Another option is to specify a different network proxy setup for SCProxy by introducing a section in the application’s configuration file:

%ProgramFiles(x86)\Buypass\Javafri løsning\Buypass.SCProxy.exe.config   - (lightbulb) The file must be created if it does not already exist.

A MSDN article describes how to specify network proxy settings in the configuration file.


2) TLS version

If the document to be signed is accessed via an https URL and the server hosting the document requires TLS version 1.1 or higher, SCProxy in the standard configuration will not be able to establish a connection.
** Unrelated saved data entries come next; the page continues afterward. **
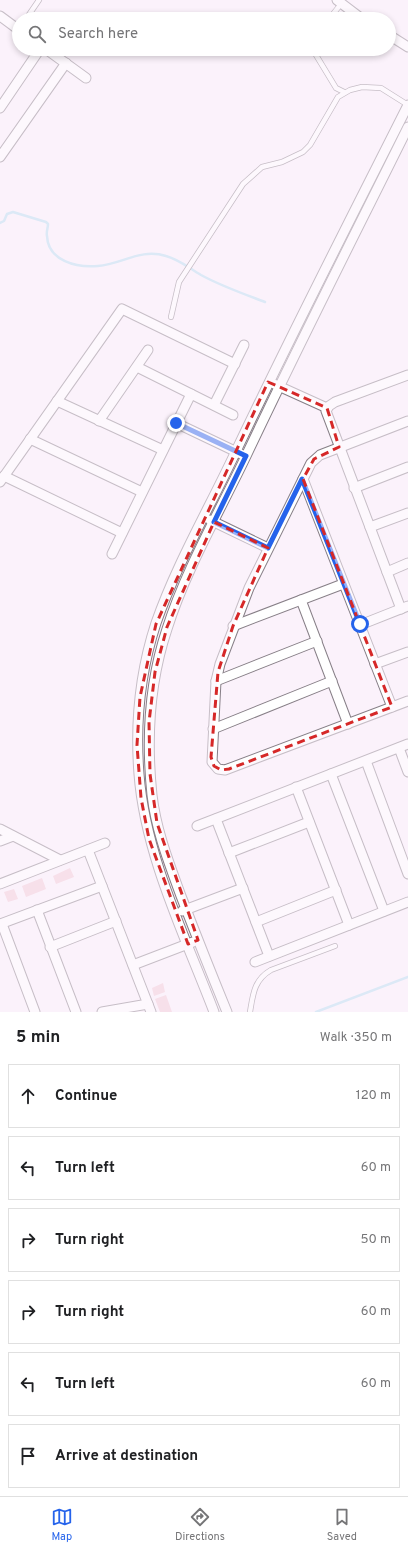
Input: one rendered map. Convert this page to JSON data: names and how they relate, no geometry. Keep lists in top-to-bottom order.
{
  "page": {
    "search": "Search here",
    "heading": ["5 min", "Walk · 350 m"],
    "list": [
      ["Continue", "120 m"],
      ["Turn left", "60 m"],
      ["Turn right", "50 m"],
      ["Turn right", "60 m"],
      ["Turn left", "60 m"],
      "Arrive at destination"
    ],
    "nav": ["Map", "Directions", "Saved"]
  }
}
The reason is that current versions of the SCProxy (up to and including version 1.3.4) use .NET Framework 4.0 which by default only supports TLS 1.0.

Upcoming SCProxy versions will remedy this problem by using .NET Framework 4.6.2 or higher; meanwhile, the following temporary solution may work:

  • Upgrade to the latest SCProxy version
  • Perform the following Registry edits:

[HKEY_LOCAL_MACHINE\SOFTWARE\Microsoft\.NETFramework\v4.0.30319] 
"SchUseStrongCrypto"=dword:00000001 

[HKEY_LOCAL_MACHINE\SOFTWARE\Wow6432Node\Microsoft\.NETFramework\v4.0.30319]
"SchUseStrongCrypto"=dword:00000001

  • Restart the computer


Logging and advanced troubleshooting

If the issue cannot be resolved by going through the points listed in the previous sections, more detailed diagnostic information may be obtained from the following type of logs:

  • Application log in the installation directory
  • Network log in the browser’s developer console
  • Windows Installer log from the installation

Application log

As installed, the “Javafri” main process, Buypass.SCProxy.exe, writes error messages to an automatically created log file in the installation directory. By default, the log file is named log.txt and is limited to 10MB in size.
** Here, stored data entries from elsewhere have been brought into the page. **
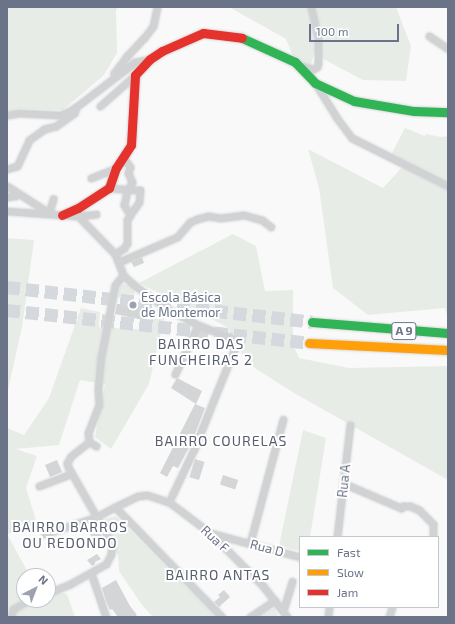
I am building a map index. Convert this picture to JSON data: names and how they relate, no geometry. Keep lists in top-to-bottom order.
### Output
{
  "streets": {
    "main road": ["A 9"],
    "street": ["Rua A", "Rua F", "Rua D"]
  },
  "crossings": [
    ["Rua F", "Rua D"]
  ],
  "districts": [
    "BAIRRO DAS FUNCHEIRAS 2",
    "BAIRRO COURELAS",
    "BAIRRO BARROS OU REDONDO",
    "BAIRRO ANTAS"
  ],
  "places": ["Escola Básica de Montemor"],
  "legend": ["Fast", "Slow", "Jam"],
  "scale_bar": "100 m",
  "north": "top right"
}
[Server] In a server installation, the Smart Card Gatekeeper service has its own log file named servicelog.txt in the same directory. Error messages are also written to the Windows Event Log.
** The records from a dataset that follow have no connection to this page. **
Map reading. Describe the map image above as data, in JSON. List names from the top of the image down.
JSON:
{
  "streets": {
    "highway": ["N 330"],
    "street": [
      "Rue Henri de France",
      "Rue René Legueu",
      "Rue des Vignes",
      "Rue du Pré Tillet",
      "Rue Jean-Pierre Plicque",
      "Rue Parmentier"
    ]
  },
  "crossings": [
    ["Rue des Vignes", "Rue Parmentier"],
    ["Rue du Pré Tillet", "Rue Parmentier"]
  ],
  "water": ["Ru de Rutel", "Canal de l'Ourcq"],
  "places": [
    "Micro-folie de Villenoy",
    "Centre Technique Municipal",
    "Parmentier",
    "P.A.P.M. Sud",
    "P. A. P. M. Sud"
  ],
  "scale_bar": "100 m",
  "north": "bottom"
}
In case of unresolved problems, a higher log level may be set in the configuration file described in the previous section.

(warning) I you previously have tried to set up DEBUG-logging as decribed below you should remove the last <system.net>-section in the file, because it prevent Buypass.SCProxy to start.

If not you should change the log level value by entering the following section in the configuration file.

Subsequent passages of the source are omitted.